2020 ESA Annual Meeting (August 3 - 6)

COS 127 Abstract - Proximity to climatic tolerance limits influences the abundance of vertebrate populations within human land uses

Jessica Williams and Tim Newbold, Centre for Biodiversity and Environment Research, University College London, United Kingdom
Background/Question/Methods

Anthropogenic impacts on the environment do not affect species consistently across their range. Physiological tolerances to temperature and precipitation, and an individual’s proximity to such tolerance limits, can lead to important variation across a species’ range in responses to global climate change. However, changes in temperature and precipitation regimes are not only occurring at the global scale: land-use changes are also leading to localised climatic changes. In fact, human-altered land uses (such as agriculture) are often drier, and experience hotter and colder extremes of temperature than natural, undisturbed habitats. Human-altered land uses have also been found to be composed of individuals that can tolerate greater extremes of climate compared to those in natural habitats. Yet, the majority of research to date has not considered possible intraspecific variation in responses to land-use change, in particular variation driven by local climatic changes.
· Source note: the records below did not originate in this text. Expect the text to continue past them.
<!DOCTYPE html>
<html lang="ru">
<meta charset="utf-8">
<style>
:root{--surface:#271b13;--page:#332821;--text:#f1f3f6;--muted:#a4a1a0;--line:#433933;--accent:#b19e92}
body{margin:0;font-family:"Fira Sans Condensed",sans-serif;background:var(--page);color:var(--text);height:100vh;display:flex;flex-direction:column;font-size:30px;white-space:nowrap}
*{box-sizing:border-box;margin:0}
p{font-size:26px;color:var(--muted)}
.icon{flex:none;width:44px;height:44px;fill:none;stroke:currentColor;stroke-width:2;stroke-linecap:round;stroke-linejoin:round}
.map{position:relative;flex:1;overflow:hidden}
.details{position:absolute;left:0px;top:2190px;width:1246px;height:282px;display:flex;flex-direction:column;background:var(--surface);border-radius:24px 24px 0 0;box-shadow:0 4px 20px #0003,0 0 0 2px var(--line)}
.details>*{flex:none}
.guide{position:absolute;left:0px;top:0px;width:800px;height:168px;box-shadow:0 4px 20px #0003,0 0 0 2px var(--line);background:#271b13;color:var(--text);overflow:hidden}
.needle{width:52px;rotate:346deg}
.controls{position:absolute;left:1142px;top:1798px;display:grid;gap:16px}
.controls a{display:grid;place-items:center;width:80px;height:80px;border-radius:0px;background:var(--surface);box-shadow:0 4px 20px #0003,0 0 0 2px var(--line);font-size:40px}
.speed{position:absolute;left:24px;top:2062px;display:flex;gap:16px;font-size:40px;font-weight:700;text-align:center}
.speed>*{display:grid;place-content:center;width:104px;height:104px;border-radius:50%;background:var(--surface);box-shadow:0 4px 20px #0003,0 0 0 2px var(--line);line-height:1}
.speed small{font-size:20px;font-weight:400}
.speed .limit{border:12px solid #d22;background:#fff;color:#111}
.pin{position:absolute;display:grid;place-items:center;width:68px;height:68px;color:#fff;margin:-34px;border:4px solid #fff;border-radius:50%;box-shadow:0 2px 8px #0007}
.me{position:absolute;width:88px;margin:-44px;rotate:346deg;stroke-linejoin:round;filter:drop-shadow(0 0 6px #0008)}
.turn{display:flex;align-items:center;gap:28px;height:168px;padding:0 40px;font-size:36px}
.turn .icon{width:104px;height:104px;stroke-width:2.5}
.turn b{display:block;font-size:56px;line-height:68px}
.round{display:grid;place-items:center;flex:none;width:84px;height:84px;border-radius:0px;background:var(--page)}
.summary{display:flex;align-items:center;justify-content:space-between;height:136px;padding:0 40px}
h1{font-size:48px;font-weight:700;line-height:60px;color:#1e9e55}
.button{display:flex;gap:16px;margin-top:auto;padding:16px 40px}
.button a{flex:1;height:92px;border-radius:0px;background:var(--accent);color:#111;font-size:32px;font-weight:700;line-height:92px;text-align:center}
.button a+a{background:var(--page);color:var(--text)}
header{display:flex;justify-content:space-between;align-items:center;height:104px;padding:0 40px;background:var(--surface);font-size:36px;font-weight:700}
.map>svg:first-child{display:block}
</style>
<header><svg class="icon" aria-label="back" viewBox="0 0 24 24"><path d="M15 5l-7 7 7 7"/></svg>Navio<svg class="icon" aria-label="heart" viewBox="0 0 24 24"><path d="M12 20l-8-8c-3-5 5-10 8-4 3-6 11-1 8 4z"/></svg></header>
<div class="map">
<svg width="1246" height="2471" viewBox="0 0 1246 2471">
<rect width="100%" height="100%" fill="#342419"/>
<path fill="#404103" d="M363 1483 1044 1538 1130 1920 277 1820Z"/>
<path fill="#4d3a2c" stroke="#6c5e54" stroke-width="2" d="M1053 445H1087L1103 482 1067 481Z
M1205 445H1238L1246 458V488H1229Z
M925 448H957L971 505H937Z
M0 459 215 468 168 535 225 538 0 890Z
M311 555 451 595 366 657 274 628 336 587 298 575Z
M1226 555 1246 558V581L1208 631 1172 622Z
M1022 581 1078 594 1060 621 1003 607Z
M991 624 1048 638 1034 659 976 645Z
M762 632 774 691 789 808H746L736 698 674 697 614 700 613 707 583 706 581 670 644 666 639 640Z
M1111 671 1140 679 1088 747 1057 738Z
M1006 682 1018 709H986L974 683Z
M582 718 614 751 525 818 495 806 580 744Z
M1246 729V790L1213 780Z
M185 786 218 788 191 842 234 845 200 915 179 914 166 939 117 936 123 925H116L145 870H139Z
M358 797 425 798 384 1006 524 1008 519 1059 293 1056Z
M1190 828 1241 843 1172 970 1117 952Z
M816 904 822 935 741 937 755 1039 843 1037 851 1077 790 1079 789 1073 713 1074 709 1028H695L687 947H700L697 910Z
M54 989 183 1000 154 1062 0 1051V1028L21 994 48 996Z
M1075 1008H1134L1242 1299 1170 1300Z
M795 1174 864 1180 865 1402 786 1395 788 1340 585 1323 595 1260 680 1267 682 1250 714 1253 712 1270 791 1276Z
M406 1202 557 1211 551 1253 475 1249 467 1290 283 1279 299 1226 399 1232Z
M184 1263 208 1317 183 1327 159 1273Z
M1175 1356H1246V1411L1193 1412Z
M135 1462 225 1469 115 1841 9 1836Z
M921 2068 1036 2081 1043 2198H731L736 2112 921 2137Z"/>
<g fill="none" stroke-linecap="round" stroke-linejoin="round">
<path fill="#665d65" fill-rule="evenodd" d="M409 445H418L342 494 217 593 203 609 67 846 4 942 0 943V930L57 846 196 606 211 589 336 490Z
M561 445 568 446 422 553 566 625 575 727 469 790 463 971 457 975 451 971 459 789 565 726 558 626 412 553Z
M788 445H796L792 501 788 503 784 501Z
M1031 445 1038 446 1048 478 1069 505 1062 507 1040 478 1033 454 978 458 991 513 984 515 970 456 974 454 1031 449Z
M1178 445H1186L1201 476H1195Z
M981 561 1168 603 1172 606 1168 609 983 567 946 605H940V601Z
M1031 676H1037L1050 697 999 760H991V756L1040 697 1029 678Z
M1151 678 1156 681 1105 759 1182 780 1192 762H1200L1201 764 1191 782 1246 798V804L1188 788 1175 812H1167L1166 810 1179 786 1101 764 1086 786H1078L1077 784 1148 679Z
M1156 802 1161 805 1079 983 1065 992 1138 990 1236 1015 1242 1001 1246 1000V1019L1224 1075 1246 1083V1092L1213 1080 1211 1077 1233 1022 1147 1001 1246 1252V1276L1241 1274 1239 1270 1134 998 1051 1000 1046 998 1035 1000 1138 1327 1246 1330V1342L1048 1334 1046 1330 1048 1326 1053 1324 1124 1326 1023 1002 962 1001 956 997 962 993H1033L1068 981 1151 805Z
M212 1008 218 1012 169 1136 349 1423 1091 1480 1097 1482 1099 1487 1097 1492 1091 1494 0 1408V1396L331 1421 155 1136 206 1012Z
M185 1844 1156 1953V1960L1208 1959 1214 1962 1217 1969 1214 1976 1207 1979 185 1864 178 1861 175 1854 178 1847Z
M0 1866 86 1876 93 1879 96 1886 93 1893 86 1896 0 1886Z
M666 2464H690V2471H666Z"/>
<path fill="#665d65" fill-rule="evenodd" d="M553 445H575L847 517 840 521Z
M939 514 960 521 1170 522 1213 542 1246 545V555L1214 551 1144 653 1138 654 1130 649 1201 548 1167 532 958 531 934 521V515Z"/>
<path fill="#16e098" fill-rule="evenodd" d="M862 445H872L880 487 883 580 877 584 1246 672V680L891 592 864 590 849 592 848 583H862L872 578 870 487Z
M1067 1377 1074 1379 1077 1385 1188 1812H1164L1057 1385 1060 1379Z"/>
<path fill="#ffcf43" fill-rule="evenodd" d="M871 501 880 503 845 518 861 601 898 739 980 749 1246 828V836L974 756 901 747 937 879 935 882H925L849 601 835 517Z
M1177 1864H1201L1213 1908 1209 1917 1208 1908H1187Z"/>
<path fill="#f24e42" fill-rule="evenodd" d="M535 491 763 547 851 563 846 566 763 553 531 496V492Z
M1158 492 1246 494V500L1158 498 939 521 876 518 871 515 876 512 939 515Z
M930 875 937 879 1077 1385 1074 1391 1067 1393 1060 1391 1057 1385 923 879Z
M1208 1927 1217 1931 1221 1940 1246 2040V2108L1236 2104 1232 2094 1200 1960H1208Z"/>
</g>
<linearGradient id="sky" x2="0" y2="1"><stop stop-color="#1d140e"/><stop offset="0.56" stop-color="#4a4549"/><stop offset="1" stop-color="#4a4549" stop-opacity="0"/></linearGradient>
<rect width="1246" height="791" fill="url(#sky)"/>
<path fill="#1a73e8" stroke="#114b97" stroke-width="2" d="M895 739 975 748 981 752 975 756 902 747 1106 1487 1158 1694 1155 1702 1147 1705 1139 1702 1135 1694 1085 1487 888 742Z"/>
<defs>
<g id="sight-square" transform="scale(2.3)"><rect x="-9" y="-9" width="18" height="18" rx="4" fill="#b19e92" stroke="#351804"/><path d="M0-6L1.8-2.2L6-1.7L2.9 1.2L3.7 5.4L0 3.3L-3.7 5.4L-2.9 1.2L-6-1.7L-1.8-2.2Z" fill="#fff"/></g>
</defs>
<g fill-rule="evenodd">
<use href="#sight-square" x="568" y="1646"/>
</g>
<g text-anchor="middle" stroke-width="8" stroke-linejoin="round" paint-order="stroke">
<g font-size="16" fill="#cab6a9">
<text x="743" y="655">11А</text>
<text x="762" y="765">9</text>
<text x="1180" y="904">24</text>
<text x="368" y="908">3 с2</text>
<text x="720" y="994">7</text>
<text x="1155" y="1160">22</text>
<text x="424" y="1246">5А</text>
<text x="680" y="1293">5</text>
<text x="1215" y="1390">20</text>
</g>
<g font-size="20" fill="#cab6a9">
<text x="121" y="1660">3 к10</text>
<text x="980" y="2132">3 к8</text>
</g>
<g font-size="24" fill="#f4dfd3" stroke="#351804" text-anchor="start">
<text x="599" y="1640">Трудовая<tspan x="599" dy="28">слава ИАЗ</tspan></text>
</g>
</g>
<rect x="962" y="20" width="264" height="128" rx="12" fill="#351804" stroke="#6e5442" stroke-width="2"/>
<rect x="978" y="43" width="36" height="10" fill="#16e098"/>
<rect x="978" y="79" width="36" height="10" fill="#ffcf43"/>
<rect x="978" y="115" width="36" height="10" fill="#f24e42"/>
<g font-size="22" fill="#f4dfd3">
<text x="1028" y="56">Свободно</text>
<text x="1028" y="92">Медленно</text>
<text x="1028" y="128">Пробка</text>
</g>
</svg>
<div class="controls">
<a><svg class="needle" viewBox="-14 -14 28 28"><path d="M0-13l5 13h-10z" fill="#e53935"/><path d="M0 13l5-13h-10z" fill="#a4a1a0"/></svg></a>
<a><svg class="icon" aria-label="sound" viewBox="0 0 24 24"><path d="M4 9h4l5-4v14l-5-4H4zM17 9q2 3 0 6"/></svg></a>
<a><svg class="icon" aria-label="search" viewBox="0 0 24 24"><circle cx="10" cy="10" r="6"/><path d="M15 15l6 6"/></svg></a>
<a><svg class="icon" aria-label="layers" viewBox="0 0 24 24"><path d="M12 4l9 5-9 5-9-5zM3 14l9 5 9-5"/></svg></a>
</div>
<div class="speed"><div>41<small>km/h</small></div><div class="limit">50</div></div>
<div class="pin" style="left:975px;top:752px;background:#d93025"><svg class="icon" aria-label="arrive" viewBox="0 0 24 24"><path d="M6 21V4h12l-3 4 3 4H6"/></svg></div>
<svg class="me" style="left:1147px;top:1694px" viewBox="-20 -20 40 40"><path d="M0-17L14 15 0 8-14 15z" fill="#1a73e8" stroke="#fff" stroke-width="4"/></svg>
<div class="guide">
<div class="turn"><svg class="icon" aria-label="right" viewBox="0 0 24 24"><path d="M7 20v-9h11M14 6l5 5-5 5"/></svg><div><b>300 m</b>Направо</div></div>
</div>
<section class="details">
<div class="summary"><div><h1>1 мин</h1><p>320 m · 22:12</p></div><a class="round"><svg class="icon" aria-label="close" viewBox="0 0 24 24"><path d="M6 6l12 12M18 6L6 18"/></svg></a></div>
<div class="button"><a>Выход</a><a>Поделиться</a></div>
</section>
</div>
The PREDICTS Project database is the largest and most representative, open-source collection of data from studies worldwide comparing ecological assemblages across land uses. We used this database to analyse whether vertebrate species’ abundances within different land uses (natural and secondary vegetation, through to agricultural areas) were affected by the populations’ proximity to temperature and precipitation tolerance limits.

Results/Conclusions

A population’s proximity to their thermal tolerance limits had a strong influence on their abundances across different land uses, with the strength of trends often differing between tropical and temperate latitudes. Human-altered land uses were found to be filtering out populations near their upper maximum thermal tolerance limit and populations near their lower minimum thermal tolerance limit. On the other hand, the influences of proximity to precipitation tolerance limits were more complex: unexpectedly, populations in human-altered land uses further from their dry tolerance limit were more negatively affected than those closer to this climatic limit.

Our results highlight the influence that species’ climatic tolerances and a population’s proximity to these climatic limits have on their ability to occupy human-altered land uses. Importantly, they suggest that land-use change and global climate change may have the most negative impacts on the same populations, specifically those closer to their hot thermal limits, which leads to the potential for synergistic interactions. Understanding spatial variation is important; taking into account differences in responses to drivers of change will enhance our ability to detect and predict which populations may be more vulnerable, ultimately helping us to produce more suitable conservation and land management plans.